A research team at Los Alamos National Laboratory has developed an inexpensive method for generating a high-power, low-frequency, collimated sound beam. In addition to penetrating deeply, this beam can create high-resolution images for applications such as biomedical diagnosis, borehole monitoring, evaluating explosives threats, and underwater communications. The new technique, dubbed Acoustic Collimated Beam (ACCObeam), is a major advance over ultrasound imaging tools. These current tools cannot image deeply into cement, rock formations, or bone and the human body. That’s because high frequencies attenuate significantly in solids.
ACCOBeam is created by clamping the circumference of a piezoelectric disc and putting it inside a hard plastic enclosure. Then, exciting concentric ring-like ripples in the disc generates a highly collimated, powerful sound beam with minimal side lobes. It operates at a frequency of 10 to 250 kHz, low enough that the sound does not attenuate significantly in any medium. In fact, ACCObeam can image underground in almost any medium and has been shown to image two to three meters of rock without compromising image resolution. ACCObeam can also operate in opaque and highly attenuating media, such as drilling mud.

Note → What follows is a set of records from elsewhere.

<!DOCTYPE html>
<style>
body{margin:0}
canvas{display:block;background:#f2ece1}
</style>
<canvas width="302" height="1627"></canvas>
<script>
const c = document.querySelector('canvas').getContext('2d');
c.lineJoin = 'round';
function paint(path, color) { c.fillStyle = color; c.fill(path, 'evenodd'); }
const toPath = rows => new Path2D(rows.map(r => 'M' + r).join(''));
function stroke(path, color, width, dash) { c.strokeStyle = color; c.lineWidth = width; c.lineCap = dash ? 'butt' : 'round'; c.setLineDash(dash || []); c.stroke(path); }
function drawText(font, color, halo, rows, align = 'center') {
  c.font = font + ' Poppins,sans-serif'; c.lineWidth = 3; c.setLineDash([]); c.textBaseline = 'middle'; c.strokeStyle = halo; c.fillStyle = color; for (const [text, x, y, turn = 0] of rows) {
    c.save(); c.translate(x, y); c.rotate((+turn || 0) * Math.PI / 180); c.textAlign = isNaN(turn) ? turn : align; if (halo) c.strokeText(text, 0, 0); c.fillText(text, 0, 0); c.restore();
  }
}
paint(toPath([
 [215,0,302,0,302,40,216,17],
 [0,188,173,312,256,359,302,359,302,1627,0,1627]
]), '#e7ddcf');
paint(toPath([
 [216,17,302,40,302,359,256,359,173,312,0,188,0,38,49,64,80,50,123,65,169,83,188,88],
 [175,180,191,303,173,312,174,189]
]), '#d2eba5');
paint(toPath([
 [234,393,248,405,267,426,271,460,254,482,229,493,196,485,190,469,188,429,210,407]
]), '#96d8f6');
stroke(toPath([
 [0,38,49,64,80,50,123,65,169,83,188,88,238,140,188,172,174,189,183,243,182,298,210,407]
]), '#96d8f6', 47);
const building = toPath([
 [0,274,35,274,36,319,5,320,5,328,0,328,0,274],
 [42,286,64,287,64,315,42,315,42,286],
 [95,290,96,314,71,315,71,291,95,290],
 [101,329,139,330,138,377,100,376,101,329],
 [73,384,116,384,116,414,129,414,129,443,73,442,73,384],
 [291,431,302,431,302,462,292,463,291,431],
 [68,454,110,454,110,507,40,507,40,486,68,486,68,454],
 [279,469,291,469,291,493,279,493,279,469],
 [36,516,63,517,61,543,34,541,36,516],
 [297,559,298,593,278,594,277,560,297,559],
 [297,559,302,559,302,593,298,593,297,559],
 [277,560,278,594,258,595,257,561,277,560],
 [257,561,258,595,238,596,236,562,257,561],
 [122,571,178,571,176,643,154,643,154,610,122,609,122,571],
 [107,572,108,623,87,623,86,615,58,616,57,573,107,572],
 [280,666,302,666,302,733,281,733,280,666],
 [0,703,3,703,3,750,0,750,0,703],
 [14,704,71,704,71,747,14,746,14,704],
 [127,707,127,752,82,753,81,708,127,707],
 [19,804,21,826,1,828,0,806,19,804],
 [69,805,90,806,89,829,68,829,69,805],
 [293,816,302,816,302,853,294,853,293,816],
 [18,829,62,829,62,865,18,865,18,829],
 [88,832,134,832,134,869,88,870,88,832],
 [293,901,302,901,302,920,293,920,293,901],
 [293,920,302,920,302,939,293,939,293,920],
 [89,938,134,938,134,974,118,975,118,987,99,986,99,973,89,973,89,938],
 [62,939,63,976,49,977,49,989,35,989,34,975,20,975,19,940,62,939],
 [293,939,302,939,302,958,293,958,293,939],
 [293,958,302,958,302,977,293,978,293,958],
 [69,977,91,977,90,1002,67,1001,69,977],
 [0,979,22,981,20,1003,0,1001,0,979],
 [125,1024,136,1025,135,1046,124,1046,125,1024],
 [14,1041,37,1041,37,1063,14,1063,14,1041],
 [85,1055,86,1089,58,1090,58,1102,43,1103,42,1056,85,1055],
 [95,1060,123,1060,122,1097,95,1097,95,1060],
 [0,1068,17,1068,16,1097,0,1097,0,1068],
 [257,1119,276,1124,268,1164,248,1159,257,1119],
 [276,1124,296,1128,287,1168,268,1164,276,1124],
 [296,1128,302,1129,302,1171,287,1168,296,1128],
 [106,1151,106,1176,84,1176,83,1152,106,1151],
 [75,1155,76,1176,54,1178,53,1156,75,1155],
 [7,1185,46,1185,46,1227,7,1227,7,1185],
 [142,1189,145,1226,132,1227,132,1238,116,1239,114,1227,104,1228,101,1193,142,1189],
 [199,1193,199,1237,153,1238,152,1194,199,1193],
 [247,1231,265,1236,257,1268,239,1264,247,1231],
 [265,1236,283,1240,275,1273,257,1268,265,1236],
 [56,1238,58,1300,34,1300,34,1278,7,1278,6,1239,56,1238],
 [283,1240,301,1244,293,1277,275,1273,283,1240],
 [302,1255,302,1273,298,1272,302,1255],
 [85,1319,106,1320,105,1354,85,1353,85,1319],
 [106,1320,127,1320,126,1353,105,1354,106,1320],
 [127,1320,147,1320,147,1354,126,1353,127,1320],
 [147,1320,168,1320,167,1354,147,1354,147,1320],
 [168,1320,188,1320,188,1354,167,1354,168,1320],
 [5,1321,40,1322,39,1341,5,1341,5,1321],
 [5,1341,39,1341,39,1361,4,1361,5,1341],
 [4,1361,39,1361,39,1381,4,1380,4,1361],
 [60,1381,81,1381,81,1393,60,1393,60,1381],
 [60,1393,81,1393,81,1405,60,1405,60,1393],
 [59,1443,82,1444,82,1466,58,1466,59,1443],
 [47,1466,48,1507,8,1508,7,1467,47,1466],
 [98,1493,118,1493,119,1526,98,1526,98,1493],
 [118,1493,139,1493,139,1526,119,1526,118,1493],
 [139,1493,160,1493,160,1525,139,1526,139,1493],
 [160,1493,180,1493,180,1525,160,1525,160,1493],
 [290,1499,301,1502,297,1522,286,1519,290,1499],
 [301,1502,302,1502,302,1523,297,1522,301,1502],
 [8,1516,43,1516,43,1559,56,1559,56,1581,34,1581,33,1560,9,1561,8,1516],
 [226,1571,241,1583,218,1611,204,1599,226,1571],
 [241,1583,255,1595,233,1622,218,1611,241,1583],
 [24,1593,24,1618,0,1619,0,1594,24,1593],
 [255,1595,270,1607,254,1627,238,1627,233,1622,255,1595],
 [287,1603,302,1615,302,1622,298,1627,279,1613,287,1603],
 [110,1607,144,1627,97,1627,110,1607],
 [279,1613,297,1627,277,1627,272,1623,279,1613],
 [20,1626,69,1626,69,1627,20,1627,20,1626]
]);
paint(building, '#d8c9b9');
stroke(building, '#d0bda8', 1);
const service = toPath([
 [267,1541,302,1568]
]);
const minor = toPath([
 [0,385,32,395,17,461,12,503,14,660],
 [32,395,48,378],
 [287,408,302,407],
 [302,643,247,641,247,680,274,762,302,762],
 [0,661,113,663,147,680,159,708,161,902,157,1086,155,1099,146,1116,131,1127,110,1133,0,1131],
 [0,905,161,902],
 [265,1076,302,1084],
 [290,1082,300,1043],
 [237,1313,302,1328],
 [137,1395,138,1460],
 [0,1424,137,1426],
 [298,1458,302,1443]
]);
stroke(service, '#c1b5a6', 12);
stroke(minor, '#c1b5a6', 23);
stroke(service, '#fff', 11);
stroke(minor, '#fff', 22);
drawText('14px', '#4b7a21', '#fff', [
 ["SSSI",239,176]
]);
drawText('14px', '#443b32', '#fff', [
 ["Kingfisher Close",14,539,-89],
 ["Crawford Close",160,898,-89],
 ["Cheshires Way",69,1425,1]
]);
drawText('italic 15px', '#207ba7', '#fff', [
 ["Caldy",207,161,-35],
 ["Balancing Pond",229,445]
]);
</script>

Cristian Pantaea (left) and Dipen Sinha were part of the Los Alamos team that developed the high-power, low-frequency collimated sound beam known as the ACCObeam.
The team is exploring a range of additional applications using the technology. For example, the team has been testing ACCObeam on high explosives to overcome a current limitation: There is no way to remotely image the temperature field in a potential bomb. Using mock material, the team has proven that ACCObeam can noninvasively establish the 3D thermal field inside a closed container. ACCObeam, which is highly portable, could significantly change how emergency responders analyze explosive threats.
ACCObeam could also be easily calibrated for underwater operation. Its tight beam makes it an attractive candidate for long-range undersea communications, deep-sea imaging, and video transmission beneath oceans with reduced chance of interception.
In the field of biomedical imaging, the team envisions that ACCObeam could precisely send energy to specific regions of interest, letting it remotely charge batteries to power internal medical devices such as pacemakers. The combination of deep penetration and high resolution means ACCObeam might potentially image tumors and various organs in humans that are currently out of reach of ultrasound imagers.